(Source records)
Content starts
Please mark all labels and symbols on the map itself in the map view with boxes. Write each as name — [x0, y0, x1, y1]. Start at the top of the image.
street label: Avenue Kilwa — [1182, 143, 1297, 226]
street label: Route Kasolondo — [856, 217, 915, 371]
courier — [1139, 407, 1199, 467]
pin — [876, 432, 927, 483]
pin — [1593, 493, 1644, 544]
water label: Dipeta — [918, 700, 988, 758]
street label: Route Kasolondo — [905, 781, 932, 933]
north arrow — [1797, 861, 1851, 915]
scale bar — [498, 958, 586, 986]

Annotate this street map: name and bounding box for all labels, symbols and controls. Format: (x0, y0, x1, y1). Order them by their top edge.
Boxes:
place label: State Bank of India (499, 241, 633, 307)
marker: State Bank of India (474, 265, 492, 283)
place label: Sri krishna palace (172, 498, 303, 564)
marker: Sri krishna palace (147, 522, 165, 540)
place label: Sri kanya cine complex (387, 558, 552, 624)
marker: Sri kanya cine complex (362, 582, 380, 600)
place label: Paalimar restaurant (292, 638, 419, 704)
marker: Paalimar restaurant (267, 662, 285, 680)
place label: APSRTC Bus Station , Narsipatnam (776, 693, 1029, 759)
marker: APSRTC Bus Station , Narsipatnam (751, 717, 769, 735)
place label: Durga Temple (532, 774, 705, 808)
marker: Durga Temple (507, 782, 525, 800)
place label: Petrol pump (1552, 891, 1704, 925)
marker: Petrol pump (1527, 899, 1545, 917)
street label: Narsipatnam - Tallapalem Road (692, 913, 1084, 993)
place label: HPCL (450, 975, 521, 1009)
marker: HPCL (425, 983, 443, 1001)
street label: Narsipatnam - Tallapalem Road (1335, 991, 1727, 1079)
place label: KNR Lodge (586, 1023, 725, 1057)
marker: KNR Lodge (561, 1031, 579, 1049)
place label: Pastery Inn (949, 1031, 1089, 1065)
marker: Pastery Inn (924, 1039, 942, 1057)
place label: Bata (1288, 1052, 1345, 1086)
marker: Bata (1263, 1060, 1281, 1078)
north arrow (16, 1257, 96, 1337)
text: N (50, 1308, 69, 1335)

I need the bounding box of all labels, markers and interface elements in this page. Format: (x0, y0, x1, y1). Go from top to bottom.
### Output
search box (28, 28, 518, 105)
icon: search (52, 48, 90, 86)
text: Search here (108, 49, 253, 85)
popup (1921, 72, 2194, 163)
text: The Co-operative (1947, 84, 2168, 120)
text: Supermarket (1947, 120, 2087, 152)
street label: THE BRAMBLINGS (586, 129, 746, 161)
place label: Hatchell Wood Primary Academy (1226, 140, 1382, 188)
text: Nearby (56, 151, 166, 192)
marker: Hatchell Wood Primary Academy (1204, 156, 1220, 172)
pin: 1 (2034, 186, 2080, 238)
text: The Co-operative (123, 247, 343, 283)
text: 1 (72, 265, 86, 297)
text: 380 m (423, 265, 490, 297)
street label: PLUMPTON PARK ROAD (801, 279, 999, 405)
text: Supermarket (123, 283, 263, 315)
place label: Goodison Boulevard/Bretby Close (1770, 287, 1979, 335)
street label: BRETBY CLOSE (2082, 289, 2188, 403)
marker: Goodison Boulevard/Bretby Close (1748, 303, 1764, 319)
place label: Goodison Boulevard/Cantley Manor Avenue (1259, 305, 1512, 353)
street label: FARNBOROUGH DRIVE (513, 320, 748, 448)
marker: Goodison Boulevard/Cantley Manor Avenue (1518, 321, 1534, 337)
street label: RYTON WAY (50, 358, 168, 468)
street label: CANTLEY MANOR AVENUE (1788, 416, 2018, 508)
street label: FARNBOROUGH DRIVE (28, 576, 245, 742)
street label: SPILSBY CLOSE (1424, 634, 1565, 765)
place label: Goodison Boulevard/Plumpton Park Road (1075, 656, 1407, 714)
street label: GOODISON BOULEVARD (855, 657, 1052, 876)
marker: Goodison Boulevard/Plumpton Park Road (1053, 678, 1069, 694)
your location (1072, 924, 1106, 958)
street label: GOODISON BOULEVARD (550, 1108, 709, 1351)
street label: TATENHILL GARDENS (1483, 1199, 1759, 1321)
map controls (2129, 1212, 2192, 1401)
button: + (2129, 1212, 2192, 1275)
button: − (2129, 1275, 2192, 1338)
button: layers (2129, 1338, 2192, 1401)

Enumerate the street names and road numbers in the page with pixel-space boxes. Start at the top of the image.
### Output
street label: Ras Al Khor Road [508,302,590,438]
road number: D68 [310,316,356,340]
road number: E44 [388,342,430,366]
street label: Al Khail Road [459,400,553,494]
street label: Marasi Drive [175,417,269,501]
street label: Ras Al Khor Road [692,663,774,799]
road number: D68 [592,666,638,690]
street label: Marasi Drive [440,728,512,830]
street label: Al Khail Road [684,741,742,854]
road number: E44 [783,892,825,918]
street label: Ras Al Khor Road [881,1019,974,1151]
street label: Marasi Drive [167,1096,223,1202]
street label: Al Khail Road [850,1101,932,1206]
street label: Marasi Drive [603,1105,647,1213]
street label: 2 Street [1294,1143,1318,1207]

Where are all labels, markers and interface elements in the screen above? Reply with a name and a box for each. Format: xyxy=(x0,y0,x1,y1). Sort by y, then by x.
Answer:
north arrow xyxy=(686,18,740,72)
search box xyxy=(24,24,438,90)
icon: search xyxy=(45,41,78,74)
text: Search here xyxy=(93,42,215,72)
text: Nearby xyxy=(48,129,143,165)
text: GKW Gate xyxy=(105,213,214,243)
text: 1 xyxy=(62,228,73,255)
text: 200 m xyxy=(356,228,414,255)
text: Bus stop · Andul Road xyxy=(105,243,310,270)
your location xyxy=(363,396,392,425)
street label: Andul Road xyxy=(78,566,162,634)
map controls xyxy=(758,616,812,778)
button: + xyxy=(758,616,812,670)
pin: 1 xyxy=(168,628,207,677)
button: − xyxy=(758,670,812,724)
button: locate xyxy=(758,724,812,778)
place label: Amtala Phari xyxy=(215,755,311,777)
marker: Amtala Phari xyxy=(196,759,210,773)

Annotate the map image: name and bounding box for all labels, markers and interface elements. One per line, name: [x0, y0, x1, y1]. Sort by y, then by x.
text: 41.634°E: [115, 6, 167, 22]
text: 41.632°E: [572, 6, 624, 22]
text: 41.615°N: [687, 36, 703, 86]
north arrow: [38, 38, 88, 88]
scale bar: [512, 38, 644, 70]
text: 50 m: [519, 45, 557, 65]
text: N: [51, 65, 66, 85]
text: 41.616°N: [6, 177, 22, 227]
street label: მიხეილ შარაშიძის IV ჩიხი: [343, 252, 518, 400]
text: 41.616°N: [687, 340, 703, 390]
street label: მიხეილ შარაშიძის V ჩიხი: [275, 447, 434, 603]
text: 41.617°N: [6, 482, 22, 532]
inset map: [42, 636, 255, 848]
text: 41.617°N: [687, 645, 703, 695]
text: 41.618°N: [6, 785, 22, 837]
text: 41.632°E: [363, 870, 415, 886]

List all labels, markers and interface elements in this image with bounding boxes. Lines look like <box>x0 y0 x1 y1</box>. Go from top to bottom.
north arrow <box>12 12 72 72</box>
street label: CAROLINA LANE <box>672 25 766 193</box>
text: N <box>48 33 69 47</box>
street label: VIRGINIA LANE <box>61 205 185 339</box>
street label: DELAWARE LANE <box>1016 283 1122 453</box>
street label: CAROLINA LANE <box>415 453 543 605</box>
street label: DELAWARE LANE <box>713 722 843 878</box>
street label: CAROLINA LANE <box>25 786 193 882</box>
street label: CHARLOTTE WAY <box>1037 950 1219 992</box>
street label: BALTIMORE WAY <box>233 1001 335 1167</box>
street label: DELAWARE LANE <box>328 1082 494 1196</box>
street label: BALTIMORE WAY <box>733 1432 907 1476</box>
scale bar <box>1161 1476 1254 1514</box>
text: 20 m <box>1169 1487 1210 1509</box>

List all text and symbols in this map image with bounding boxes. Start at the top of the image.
Content ends
Exercise brief
For every line of the data above that contains "page", copy that line.

Completed exercise
I need the bounding box of all labels, markers and interface elements in this page. Format: (x0, y0, x1, y1). Go from top to bottom.
Enumerate the street names and road numbers in the page with pixel-space boxes. Start at the top of the image.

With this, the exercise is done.